The United States and its cybersecurity allies blame a Chinese government-backed hacking group for spying on critical US infrastructure organizations, including the one in the island territory of Guam, which is home to strategic military bases.
Microsoft and Western intelligence agencies said in separate reports on Wednesday that hackers had managed to insert a computer code that blended into Microsoft Windows systems, and evaded detection while maintaining access and gathering information.
In a separate statement, Microsoft said a state-sponsored Chinese hacking group, dubbed 'Volt Typhoon', had carried out the hack.
The group, it said, targeted organizations from telecommunications to transportation hubs, Western intelligence agencies and Microsoft itself, as well as the crucial US military outpost of Guam in the Pacific Ocean.
Guam is a major communications hub connecting Asia and Australia to the United States by multiple submarine cables.

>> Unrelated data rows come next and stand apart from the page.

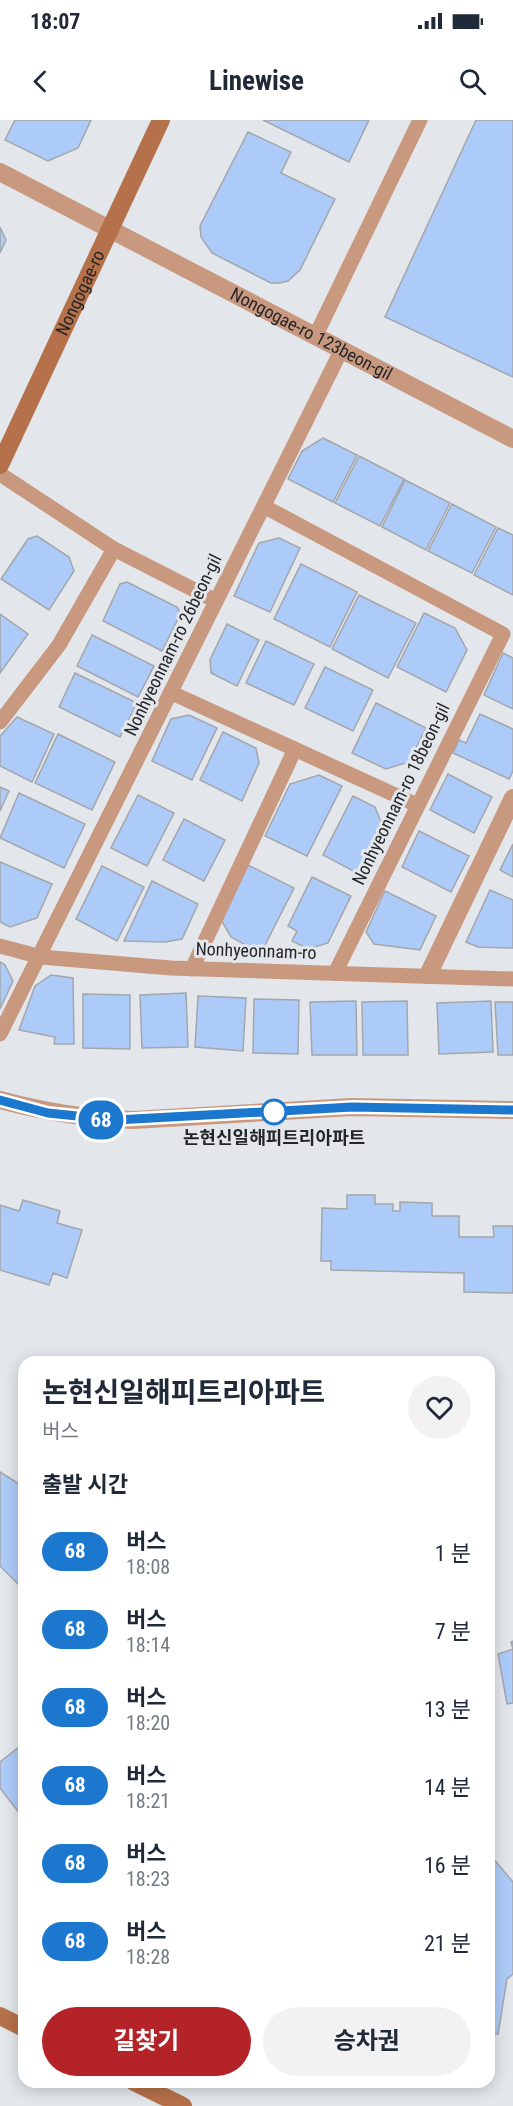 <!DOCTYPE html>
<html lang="ko">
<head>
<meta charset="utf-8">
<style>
	body { margin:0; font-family:"Roboto Condensed","Noto Sans KR",sans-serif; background:#f2f2f3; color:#1f2937; height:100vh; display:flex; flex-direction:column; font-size:22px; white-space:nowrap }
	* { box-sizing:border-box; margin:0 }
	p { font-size:20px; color:#747a83 }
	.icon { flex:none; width:33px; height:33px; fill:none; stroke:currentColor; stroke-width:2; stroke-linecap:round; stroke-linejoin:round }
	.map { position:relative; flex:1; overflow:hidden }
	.side { position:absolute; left:18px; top:1236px; width:477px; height:732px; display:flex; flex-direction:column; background:#fff; border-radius:18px; box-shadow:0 3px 15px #0003 }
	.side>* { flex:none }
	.badge { padding:0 12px; border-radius:20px; font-size:21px; line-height:39px }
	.map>.badge { position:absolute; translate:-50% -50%; box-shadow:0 0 0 3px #fff }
	h2 { padding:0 24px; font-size:22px; line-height:54px }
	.round { display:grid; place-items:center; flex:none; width:63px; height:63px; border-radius:32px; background:#f2f2f3 }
	.summary { display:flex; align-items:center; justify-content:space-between; height:102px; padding:0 24px }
	h1 { font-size:28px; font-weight:700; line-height:45px }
	.action { display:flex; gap:12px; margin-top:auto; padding:12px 24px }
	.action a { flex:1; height:69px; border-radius:36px; background:#b42327; color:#fff; font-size:24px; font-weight:700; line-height:69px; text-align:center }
	.action a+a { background:#f2f2f3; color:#1f2937 }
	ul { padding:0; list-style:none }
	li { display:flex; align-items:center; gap:18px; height:78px; padding:0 24px }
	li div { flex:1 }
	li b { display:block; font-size:22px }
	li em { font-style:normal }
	li .badge { min-width:66px; font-weight:700; text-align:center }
	.status { display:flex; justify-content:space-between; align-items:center; height:42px; padding:0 30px; background:#fff; direction:ltr }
	.status svg { height:16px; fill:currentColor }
	header { display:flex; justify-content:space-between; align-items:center; height:78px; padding:0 24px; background:#fff; font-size:27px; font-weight:700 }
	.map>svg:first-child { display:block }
	.building { fill:#adcbf9; stroke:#a3a6ab; stroke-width:1.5 }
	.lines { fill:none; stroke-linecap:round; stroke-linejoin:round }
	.lane { stroke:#c8987f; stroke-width:15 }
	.street { stroke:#c8987f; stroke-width:18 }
	.secondary { stroke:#b5714a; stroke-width:18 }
	.line-casing { stroke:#fff; stroke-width:14 }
	.line { stroke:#1c78cf; stroke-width:9 }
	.stop-dot { fill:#fff; stroke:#1c78cf; stroke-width:3 }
	.labels { text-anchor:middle; stroke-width:6; stroke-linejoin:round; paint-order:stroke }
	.street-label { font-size:18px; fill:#252628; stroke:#e3e7ec }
	.stop-label { font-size:18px; font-weight:bold; fill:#252628; stroke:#e3e7ec }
</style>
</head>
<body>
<div class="status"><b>18:07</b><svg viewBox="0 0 49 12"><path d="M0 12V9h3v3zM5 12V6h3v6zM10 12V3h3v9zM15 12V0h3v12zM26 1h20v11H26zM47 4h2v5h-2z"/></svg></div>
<header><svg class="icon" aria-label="back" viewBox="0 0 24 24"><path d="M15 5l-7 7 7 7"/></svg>Linewise<svg class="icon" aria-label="search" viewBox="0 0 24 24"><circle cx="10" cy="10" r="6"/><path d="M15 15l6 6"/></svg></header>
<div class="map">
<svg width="513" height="1986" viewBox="0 0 513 1986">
	<rect width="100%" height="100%" fill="#e3e7ec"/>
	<g class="building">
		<polygon points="15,0 91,0 78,28 48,41 5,20"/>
		<polygon points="263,0 369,0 349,42"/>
		<polygon points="476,0 513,0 513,257 385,197"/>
		<polygon points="248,12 291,32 281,53 335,79 300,150 288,161 280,163 271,163 212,133 201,117 200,106"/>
		<polygon points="0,107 6,120 0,133"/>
		<polygon points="323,318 357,335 333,382 288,359 302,331"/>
		<polygon points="359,336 404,359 380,406 335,383"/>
		<polygon points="405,360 450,383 426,430 382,407"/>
		<polygon points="452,384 496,407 472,453 428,431"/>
		<polygon points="498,408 513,415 513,475 474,455"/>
		<polygon points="37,416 69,437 74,451 49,490 1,459 28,419"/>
		<polygon points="279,418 300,428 270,492 234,476 259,423"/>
		<polygon points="301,444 357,472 330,527 274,499"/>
		<polygon points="127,462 177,487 181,493 162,531 103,501 120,464"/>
		<polygon points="359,475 416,503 388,558 332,529"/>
		<polygon points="424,493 455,508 467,530 446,572 397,547"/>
		<polygon points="0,494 28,514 0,553"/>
		<polygon points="227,504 259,520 237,566 211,553 210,540"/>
		<polygon points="92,515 154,546 138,577 77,546"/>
		<polygon points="266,521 314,544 294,585 246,563"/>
		<polygon points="503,533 513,538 513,589 484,575"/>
		<polygon points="325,547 373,570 353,611 305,588"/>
		<polygon points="75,553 137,583 120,617 59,587"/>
		<polygon points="376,583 426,608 409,642 386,649 352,633"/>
		<polygon points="480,594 513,609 513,651 509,659 453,633 459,620 466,623"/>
		<polygon points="189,595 217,608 192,660 152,641 171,599"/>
		<polygon points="17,597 54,614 32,662 0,646 0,616"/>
		<polygon points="223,612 256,628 259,643 242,681 200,660"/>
		<polygon points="58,614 115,642 92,690 35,663"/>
		<polygon points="448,654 492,677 474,713 430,690"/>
		<polygon points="319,655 342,666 307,736 265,716 290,664"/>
		<polygon points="0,667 9,671 0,691"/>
		<polygon points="19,673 85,704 64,748 0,718"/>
		<polygon points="138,675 174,693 147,746 111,728"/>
		<polygon points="353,676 375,687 383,707 359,754 323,735"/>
		<polygon points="184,699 225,720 204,761 163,740"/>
		<polygon points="419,711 469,736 451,772 402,747"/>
		<polygon points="513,724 513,757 500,750"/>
		<polygon points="0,742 52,764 37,798 10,807 0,802"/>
		<polygon points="246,744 294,768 263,829 256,831 231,817 220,798"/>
		<polygon points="102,746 144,767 117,821 76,799"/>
		<polygon points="312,757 351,776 328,823 308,829 292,821 297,811 288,806"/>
		<polygon points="152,761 198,784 182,819 165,822 124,821"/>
		<polygon points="490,770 513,780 513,828 478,827 466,822"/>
		<polygon points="385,771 436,796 420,830 374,824 366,812"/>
		<polygon points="0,842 5,845 13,861 0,889"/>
		<polygon points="51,855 73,858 74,924 54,924 55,917 19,910 35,866"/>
		<polygon points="186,873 188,927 142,928 140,875"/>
		<polygon points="83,874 130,875 130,929 83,928"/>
		<polygon points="198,876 246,878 243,931 195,927"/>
		<polygon points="254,879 299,880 298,934 253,933"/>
		<polygon points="356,881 357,935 312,935 310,882"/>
		<polygon points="407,881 408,935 363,935 362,882"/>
		<polygon points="491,881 493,932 439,934 437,883"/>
		<polygon points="495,882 513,882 513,935 498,935"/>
		<polygon points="347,1075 375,1075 375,1084 393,1084 393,1091 400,1091 400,1082 432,1083 432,1096 459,1096 459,1117 494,1117 493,1106 513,1106 513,1173 464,1172 464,1153 331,1150 331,1141 321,1141 322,1088 347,1089"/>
		<polygon points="23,1080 60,1091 57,1103 82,1110 67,1158 53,1153 49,1165 0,1150 0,1085 19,1091"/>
		<polygon points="0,1352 24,1367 24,1470 0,1446"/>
		<polygon points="513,1521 513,1583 507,1584 498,1534 513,1529 511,1522"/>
		<polygon points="24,1623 24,1699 0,1668 0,1642"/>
		<polygon points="492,1737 513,1762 513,1854 507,1859 498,1914 494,1914 493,1929 489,1929 489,1740"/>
	</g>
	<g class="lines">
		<g class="lane">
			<polyline points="315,217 420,0"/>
			<polyline points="0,354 114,429 216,481"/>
			<polyline points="265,387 503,514 335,853"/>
			<polyline points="172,573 417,685"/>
			<polyline points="0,602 59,525 114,429"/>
			<polyline points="0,826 41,837 171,848 513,859"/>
			<polyline points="192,849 295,629"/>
			<polyline points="0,914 341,231"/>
		</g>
		<g class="street">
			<path id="s1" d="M0,52L513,319"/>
			<polyline points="428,855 513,678"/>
			<path d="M0,980C45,992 87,999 133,1000L352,987L513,990"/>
		</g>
		<g class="secondary">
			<path id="s2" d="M0,345L161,0"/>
			<polyline points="0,1896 24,1908"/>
			<polyline points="134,1962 183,1986"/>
		</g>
	</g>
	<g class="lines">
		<g class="line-casing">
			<polyline id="line" points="0,980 48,993 116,1000 352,987 513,990"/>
		</g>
		<use href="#line" class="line"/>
	</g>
	<circle class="stop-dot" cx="274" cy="992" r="12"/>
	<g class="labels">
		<g class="street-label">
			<text dy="6" stroke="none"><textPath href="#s2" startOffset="190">Nongogae-ro</textPath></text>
			<text dy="6" stroke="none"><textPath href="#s1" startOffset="351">Nongogae-ro 123beon-gil</textPath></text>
			<text transform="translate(173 525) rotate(-64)" y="6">Nonhyeonnam-ro 26beon-gil</text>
			<text transform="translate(401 674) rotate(-64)" y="6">Nonhyeonnam-ro 18beon-gil</text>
			<text transform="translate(256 831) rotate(2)" y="6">Nonhyeonnam-ro</text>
		</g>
		<g class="stop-label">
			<text x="274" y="1024">논현신일해피트리아파트</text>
		</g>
	</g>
</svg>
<b class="badge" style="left:101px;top:1000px;background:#1c78cf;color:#fff">68</b>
<section class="side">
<div class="summary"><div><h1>논현신일해피트리아파트</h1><p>버스</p></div><a class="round"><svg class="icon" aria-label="heart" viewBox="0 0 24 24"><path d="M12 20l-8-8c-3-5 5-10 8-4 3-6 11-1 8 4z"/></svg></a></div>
<h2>출발 시간</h2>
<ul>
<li><span class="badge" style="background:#1c78cf;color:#fff">68</span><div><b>버스</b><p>18:08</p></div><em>1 분</em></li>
<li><span class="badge" style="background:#1c78cf;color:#fff">68</span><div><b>버스</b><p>18:14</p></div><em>7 분</em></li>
<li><span class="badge" style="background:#1c78cf;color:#fff">68</span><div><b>버스</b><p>18:20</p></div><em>13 분</em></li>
<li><span class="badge" style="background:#1c78cf;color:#fff">68</span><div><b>버스</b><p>18:21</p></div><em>14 분</em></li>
<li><span class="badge" style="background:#1c78cf;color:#fff">68</span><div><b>버스</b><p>18:23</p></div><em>16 분</em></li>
<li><span class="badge" style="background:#1c78cf;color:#fff">68</span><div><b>버스</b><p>18:28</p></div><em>21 분</em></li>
</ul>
<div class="action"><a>길찾기</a><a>승차권</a></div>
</section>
</div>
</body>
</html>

“Microsoft assesses with moderate confidence that this Volt Typhoon campaign is pursuing development of capabilities that could disrupt critical communications infrastructure between the United States and Asia region during future crises,” the tech company said.
It added, “Observed behavior suggests that the threat actor intends to perform espionage and maintain access without being detected for as long as possible.”
Microsoft analysts said they had "moderate confidence" this group was developing capabilities that could disrupt critical communications infrastructure between the United States and Asia region in any possible future crises.
"It means they are preparing for that possibility," added John Hultquist, who heads threat analysis at Google's Mandiant Intelligence.
Hultquist said the Chinese activity is unique and worrying as well because analysts don't yet have enough visibility on what this group might be capable of.
"There is greater interest in this actor because of the geopolitical situation,” he noted.
Security analysts warned that the hackers could target US military networks and other critical infrastructure if China attacks Chinese Taipei (Taiwan).
It was not immediately clear how many organizations were affected, or what information may have been gleaned.
The cyberattack approach is called “living off the land,” and sees hackers using “built-in network tools to evade our defenses and leaving no trace behind,” said Rob Joyce, NSA cybersecurity director.
Canada, the UK, Australia and New Zealand warned they could be targeted by the hackers too.
Canada’s cybersecurity agency, however, said separately that it had had no reports of Canadian victims of the hacking as yet.
“However, Western economies are deeply interconnected,” it added.
The UK similarly warned the techniques used by the Chinese hackers on US networks could be applied worldwide.
China has yet to respond to the allegations.
Meanwhile, China has already branded the US as the “biggest threat to global cybersecurity,” saying that Washington “knowingly abuses technology” for spying and a range of other purposes.
The United States is seeking to preserve “hegemony in cyberspace” under the false pretext of “national security,” Chinese Foreign Ministry spokesperson Mao Ning told reporters back in April, urging the US to “stop its global hacking operations.”
The rivalry between the US and China has intensified in recent years, with Beijing’s growing international clout and rapid economic progress emerging as a viable counter-weight to the US.